Columna publicada el 18.11.18 en La Tercera.

Ricardo Palma Salamanca (1969) y Jaime Guzmán Errázuriz (1946) tienen cosas en común. Ambos se decidieron, muy jóvenes, a vivir peligrosamente. Ambos se entregaron a proyectos superiores a ellos mismos. Ambos se consideraban patriotas. Y ambos estaban dispuestos a dar la vida por sus ideas.

Pero también hay grandes diferencias entre ellos. Guzmán era católico, por lo que sus esperanzas se dirigían hacia una vida después de la muerte, mientras que Palma es ateo y marxista, por lo que soñaba con un paraíso en este mundo. Guzmán combinó, además, una rigurosa formación intelectual con una gran habilidad política, mientras que a Palma sólo le alcanzó para algún entrenamiento militar y uno que otro manual de marxismo. El primero, finalmente, participó de una revolución triunfante, mientras que el segundo encarna la desesperación de los derrotados en su propio juego.

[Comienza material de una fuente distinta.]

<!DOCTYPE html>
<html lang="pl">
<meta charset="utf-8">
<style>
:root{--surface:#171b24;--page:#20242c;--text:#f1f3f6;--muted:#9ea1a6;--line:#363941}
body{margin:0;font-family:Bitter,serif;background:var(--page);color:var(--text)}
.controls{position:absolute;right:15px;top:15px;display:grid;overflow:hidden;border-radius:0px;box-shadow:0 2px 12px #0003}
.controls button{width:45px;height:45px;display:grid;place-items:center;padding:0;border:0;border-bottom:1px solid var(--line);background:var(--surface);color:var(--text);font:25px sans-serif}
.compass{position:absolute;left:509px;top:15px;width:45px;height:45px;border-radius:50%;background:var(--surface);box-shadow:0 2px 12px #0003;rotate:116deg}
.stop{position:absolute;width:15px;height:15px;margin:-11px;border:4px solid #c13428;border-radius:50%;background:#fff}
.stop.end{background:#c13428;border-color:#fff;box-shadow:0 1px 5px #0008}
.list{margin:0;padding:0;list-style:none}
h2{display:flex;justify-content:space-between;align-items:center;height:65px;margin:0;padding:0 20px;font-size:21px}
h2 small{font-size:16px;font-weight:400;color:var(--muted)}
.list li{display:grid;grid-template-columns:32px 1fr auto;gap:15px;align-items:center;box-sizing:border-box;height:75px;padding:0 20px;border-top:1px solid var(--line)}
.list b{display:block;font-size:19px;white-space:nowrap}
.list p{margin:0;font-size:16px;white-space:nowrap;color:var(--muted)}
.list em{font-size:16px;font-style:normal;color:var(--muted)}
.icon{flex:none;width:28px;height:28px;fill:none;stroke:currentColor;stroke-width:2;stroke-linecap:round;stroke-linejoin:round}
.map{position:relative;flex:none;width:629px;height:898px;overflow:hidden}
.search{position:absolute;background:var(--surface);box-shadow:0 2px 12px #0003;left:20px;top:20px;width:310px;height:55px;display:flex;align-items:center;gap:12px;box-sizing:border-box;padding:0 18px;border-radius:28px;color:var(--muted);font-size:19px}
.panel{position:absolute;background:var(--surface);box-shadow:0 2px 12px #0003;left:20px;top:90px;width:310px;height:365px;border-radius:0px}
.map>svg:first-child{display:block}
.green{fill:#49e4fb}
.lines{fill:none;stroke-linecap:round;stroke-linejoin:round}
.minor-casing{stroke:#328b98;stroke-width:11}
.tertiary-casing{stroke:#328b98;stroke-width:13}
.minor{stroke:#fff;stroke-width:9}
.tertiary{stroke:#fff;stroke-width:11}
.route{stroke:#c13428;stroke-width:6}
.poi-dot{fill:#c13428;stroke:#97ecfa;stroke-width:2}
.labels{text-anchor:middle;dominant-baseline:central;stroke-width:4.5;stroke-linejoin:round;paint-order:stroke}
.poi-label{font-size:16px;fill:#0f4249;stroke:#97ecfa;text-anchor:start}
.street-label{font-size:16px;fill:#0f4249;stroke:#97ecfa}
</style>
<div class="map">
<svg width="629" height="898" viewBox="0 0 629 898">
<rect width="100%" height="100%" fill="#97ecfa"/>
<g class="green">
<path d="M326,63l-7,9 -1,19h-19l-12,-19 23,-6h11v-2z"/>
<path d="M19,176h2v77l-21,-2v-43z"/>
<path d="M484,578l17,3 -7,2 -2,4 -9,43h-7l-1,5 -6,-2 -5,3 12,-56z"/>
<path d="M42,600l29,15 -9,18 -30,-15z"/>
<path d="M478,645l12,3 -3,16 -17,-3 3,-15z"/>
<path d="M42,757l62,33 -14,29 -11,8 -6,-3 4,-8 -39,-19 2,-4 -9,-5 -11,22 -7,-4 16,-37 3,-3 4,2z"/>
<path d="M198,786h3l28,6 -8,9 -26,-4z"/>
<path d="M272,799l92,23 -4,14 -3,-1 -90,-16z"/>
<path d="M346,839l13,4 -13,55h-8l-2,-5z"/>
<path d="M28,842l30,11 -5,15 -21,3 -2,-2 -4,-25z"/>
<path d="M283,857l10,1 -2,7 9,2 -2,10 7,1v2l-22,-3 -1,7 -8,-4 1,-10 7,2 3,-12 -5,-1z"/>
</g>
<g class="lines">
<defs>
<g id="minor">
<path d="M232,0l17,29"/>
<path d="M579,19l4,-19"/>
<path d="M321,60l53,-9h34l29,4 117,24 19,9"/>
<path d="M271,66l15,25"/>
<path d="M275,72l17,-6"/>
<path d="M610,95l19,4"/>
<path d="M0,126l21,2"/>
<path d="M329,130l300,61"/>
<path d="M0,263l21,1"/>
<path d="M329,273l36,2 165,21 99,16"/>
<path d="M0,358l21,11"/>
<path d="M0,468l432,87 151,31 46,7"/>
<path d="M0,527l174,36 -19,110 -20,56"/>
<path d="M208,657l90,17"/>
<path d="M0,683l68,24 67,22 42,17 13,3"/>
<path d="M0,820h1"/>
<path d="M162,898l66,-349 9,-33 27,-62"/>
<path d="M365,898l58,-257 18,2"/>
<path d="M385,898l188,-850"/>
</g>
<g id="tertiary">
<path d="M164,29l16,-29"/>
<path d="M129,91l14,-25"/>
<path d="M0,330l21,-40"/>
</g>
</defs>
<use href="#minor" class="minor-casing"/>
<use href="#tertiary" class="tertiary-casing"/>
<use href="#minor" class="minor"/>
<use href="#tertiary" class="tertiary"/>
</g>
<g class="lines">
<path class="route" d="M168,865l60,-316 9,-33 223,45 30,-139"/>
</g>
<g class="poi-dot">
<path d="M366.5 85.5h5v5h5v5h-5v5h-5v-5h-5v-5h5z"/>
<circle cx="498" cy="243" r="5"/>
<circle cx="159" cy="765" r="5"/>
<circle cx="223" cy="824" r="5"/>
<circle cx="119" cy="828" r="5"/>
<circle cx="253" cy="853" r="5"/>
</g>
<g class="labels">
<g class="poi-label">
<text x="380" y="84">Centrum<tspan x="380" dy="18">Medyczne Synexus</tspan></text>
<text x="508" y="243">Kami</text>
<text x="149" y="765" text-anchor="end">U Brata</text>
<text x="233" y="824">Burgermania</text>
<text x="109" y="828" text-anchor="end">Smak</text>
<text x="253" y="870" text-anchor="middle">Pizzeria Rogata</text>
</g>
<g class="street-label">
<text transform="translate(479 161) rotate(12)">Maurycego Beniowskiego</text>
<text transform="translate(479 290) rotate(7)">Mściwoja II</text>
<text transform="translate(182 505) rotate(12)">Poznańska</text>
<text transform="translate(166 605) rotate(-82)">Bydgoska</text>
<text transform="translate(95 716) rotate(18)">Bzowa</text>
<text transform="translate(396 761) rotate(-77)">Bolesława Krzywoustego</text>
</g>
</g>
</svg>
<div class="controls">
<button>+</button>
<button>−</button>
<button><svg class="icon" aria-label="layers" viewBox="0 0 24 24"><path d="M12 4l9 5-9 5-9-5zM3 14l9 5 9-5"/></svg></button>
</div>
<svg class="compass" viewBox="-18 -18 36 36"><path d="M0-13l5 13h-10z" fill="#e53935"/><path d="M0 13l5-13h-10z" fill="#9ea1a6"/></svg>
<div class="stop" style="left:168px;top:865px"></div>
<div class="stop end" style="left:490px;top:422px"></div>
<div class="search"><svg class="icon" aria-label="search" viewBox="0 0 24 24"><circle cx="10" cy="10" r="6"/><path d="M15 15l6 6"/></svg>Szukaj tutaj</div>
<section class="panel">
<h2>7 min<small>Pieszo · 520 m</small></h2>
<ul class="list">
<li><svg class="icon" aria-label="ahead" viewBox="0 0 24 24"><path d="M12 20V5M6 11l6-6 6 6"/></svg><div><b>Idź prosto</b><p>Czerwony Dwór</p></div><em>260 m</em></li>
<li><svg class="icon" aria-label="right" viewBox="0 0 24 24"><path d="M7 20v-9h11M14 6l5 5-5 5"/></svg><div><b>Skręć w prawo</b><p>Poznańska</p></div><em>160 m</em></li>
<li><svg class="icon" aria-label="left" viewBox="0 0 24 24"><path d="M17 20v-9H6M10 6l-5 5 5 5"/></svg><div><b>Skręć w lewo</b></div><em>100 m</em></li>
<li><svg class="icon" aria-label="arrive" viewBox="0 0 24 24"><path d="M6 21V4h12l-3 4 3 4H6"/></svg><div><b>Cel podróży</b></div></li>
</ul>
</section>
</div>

Cuando Guzmán tenía la misma edad que el Palma que lo asesinó -21 años-, ya era un respetado dirigente político universitario, opositor de la toma de la UC de 1967. A los 27 años, la misma edad que Palma tenía cuando huyó de la cárcel, Guzmán había comenzado a integrar la comisión que dio origen a la Constitución de 1980.

El fundador del gremialismo, a diferencia de Palma, nunca mató ni secuestró a nadie, ni dio la orden de hacerlo. Tampoco hizo daño a nadie por dinero. Su mala conciencia, que probablemente la tenía, provendría del hecho de haberse visto involucrado, como dirigente político, en una dictadura que sí mató y secuestró por razones políticas.

Esto último, en todo caso, no es menor, especialmente para un creyente. Es sabido que Guzmán, luego de su periodo senatorial, anhelaba dedicarse a la salvación de su alma, asumiendo una vida monacal. Eso, si es que no llegaba antes el martirio en manos de la izquierda comunista, a la cual consideraba una fuerza demoniaca. Martirio que, Guzmán pensaba, entrega un atajo para la “bienaventuranza”, y que llegó ese 1 de abril de 1991. No por nada Guzmán, según quienes lo vieron en su momento final, murió en paz.

Hoy Palma es cinco años mayor que el Guzmán que asesinó. Su sueño de “frentista patriótico” se convirtió en una vida de prófugo y delincuente, sin gloria ni patria. La ilusión comunista se reveló como una gran patraña criminal, y se derrumbó por completo. Y ahora ha decidido jugar la indigna carta del patetismo ante una Francia que sigue queriendo creer que los rifleros de izquierda latinoamericanos son “buenos salvajes”. Su vida en este mundo, la única en la que cree, se volvió una farsa y un desperdicio.

Pero aún así, y a pesar de las garantías actuales, no quiere volver a la cárcel a pagar por sus crímenes y buscar, al menos, una redención terrena. Quizás prefiere imaginar que esos muertos no son suyos, que esas vidas dañadas le son ajenas, que los secuestros y los dedos cortados pertenecen a personas que no conoció, y que sus sombras no lo perseguirán hasta el último segundo de su existencia. Quizás piensa, ingenuamente, como tantos torturadores y asesinos de la dictadura, que la mentira lo hará libre, y que no deberá enfrentar, tarde o temprano, el reflejo implacable de su verdadero rostro.